= Aribonids =

Bavarian noble family

The Aribonids were a noble family of probably Bavarian origin who rose to preeminence in the Carolingian March of Pannonia and the later Margraviate of Austria (marcha orientalis) in the late ninth and early tenth centuries. The dynasty is named after its ancestor Margrave Aribo of Austria (d. 909). The Aribonids maintained influence in the Duchy of Bavaria, the Austrian march, and other parts of Germany (the Saxon eastern marches and the Rhineland) until the early twelfth century, when they disappear.

==Genealogy==
Their earliest identifiable member was Bishop Arbeo of Freising (d. 784), probably related to the Huosi family. Margrave Aribo succeeded William and his brother Engelschalk I in the Bavarian March of Pannonia in 871, after both had been killed fighting against Great Moravian forces. In result, the Aribonid dynasty had a long-sustained feud with the Wilhelminers in the late ninth century. As in the Wilhelminer War the dukes of Great Moravia tended to support the Wilhelminer Engelschalk II, the Aribonids were usually at war with the Moravians. Margrave Aribo survived the disastrous Battle of Pressburg in 907 and became the dynasty's progenitor.
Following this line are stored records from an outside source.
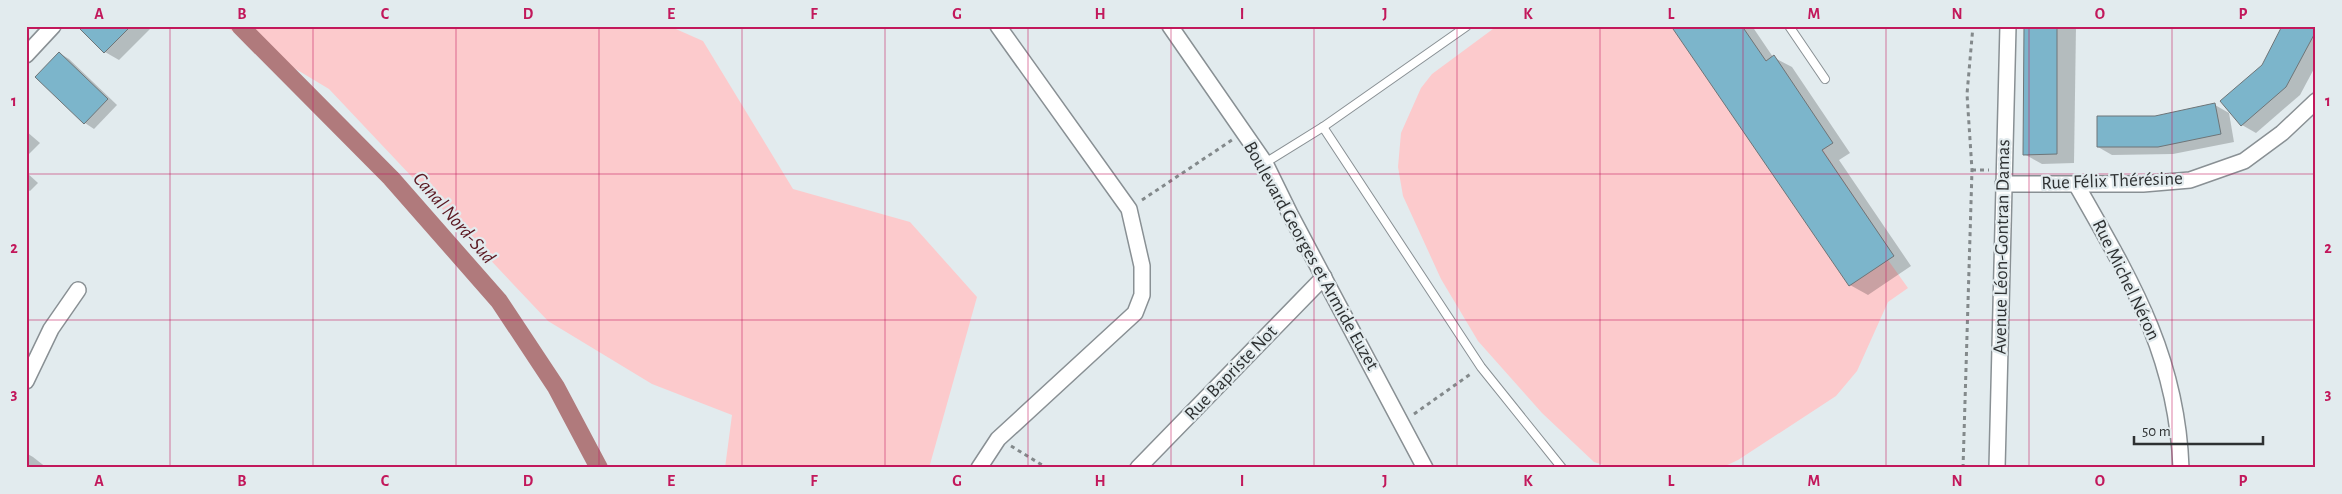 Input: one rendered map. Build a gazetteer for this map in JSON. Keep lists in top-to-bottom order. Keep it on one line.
{"streets":{"street":["Rue Félix Thérésine","Avenue Léon-Gontran Damas","Boulevard Georges et Armide Euzet","Rue Michel Néron","Rue Bapriste Not"]},"crossings":[["Rue Félix Thérésine","Avenue Léon-Gontran Damas"],["Rue Félix Thérésine","Rue Michel Néron"],["Boulevard Georges et Armide Euzet","Rue Bapriste Not"]],"water":["Canal Nord-Sud"],"scale_bar":"50 m","grid":{"columns":["A","B","C","D","E","F","G","H","I","J","K","L","M","N","O","P"],"rows":["1","2","3"]}} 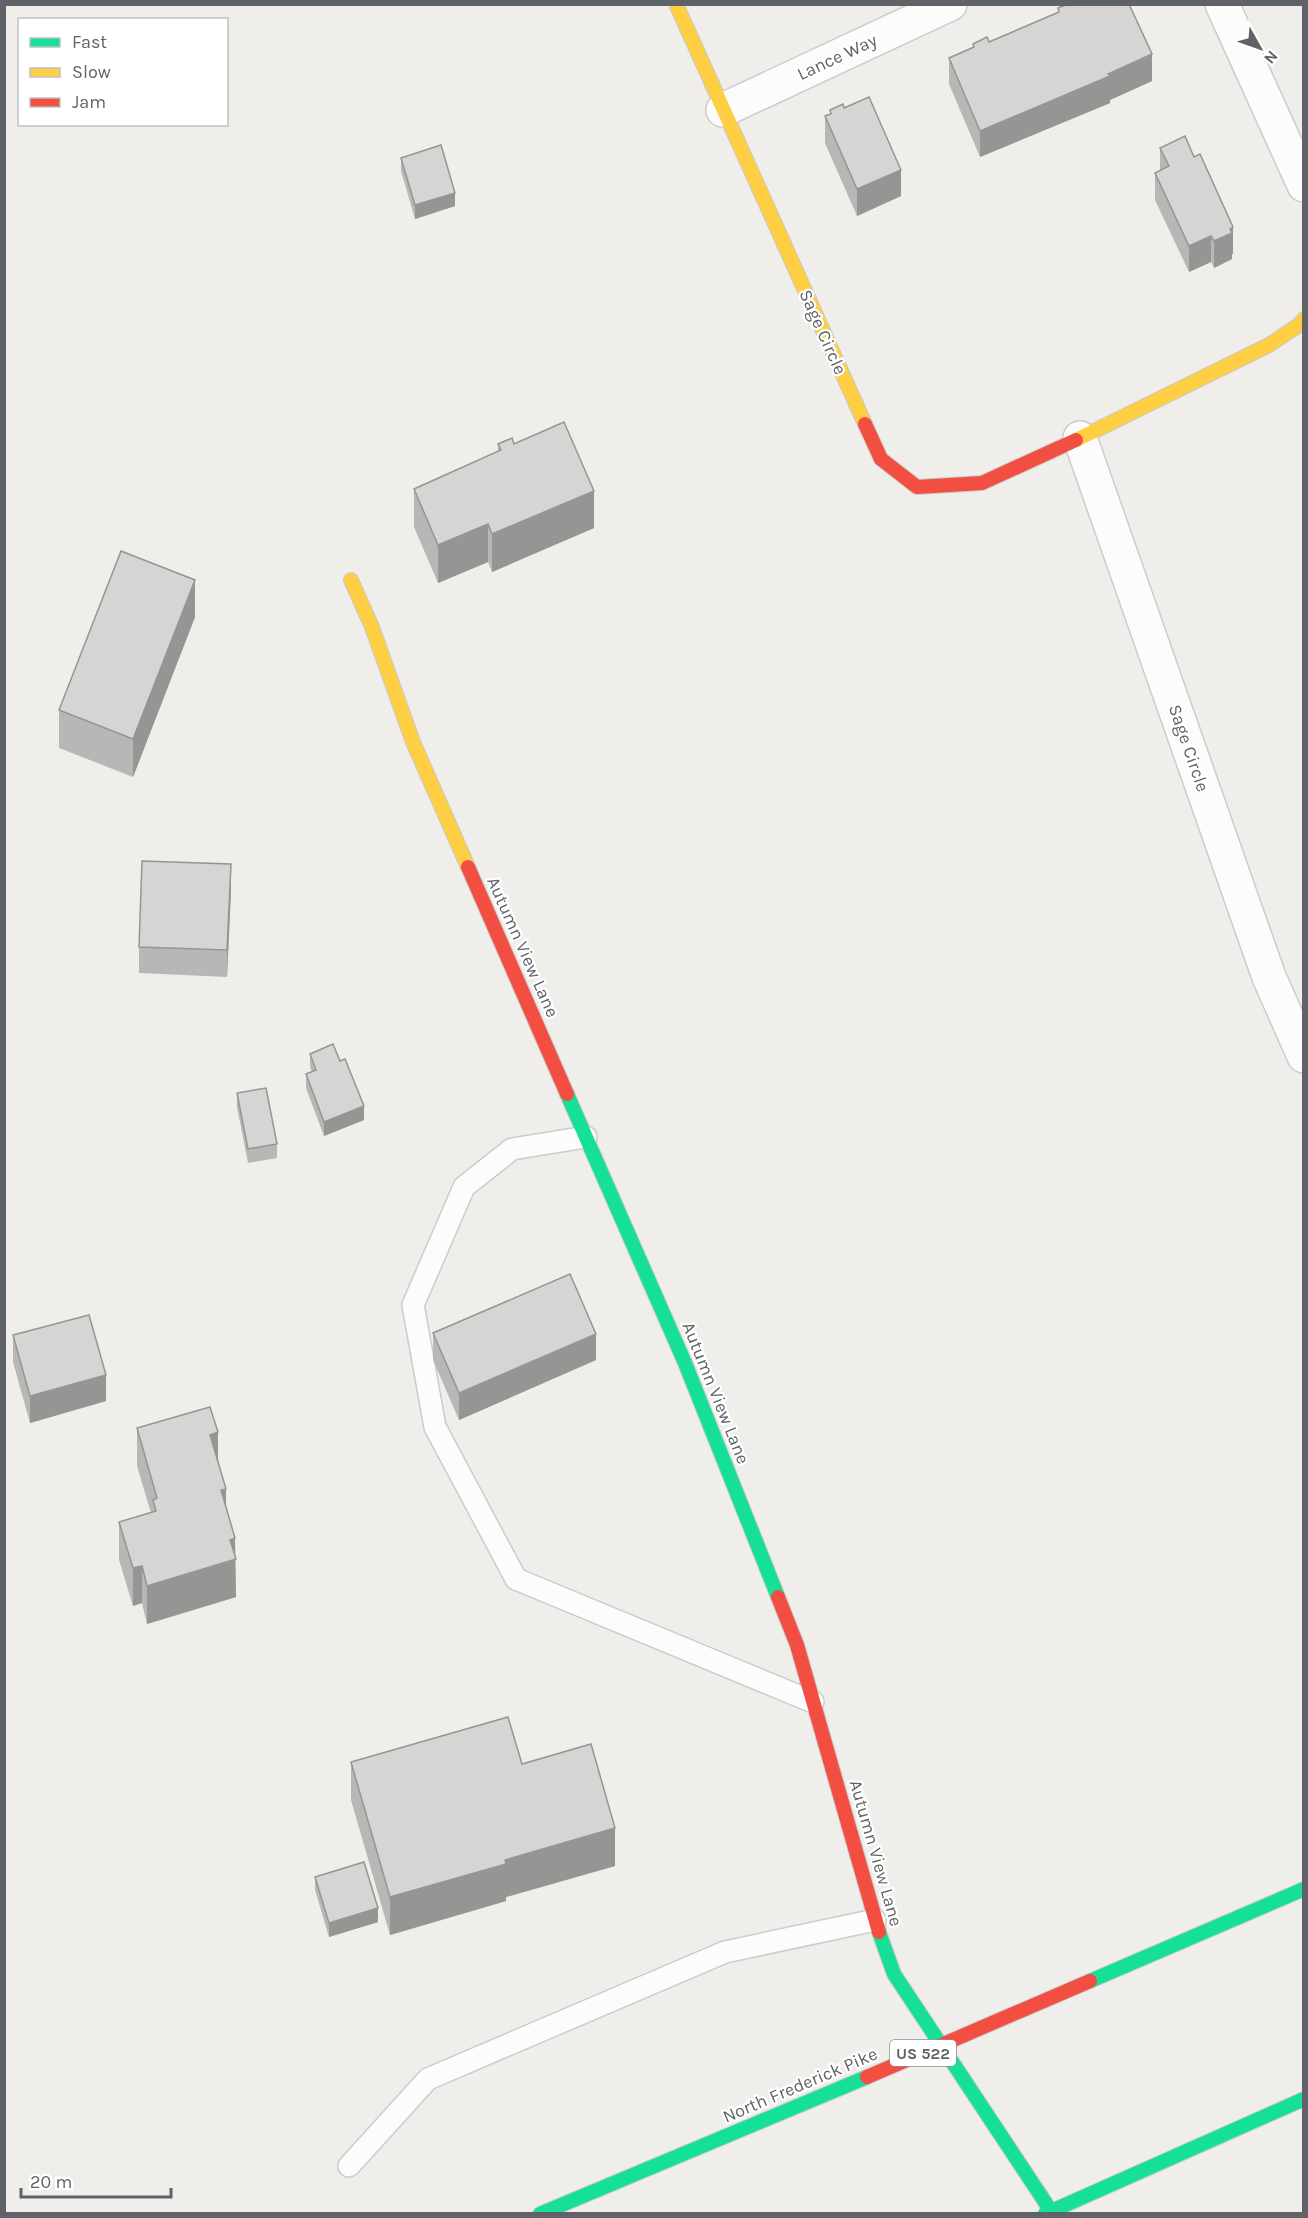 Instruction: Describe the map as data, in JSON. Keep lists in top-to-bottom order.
{
  "streets": {
    "street": [
      "Lance Way",
      "Sage Circle",
      "Autumn View Lane",
      "US 522",
      "North Frederick Pike"
    ]
  },
  "crossings": [
    ["Lance Way", "Sage Circle"],
    ["Autumn View Lane", "North Frederick Pike"]
  ],
  "legend": ["Fast", "Slow", "Jam"],
  "scale_bar": "20 m",
  "north": "bottom right"
} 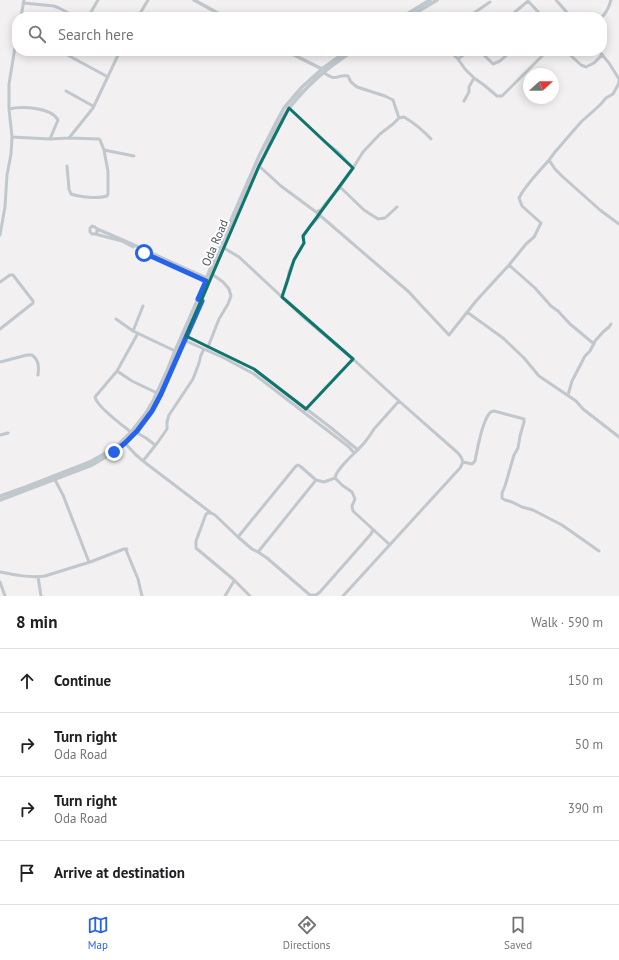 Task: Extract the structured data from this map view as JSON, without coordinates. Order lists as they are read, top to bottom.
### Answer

As most of the Pannonian march had been conquered by the Magyars, the family retired to Bavaria. The Aribonids controlled the Archdiocese of Salzburg for a long time. From 985 the dynasty held the office of a Bavarian count palatine and donated monasteries like Seeon Abbey and Göss Abbey in Styria. They lost their influence after they got involved in a 1055 insurrection led by Duke Conrad I of Bavaria against Emperor Henry III. Nevertheless, they retained some of their possessions in Carinthia, where they later established the abbeys of Millstatt and Eberndorf. In fact, the family provided many high ecclesiastics; Bishop Pilgrim of Passau (971–991) as well as the archbishops Aribo of Mainz (1021–1031) and his brother Pilgrim of Cologne (1021–1036) were Aribonids, as their names would suggest.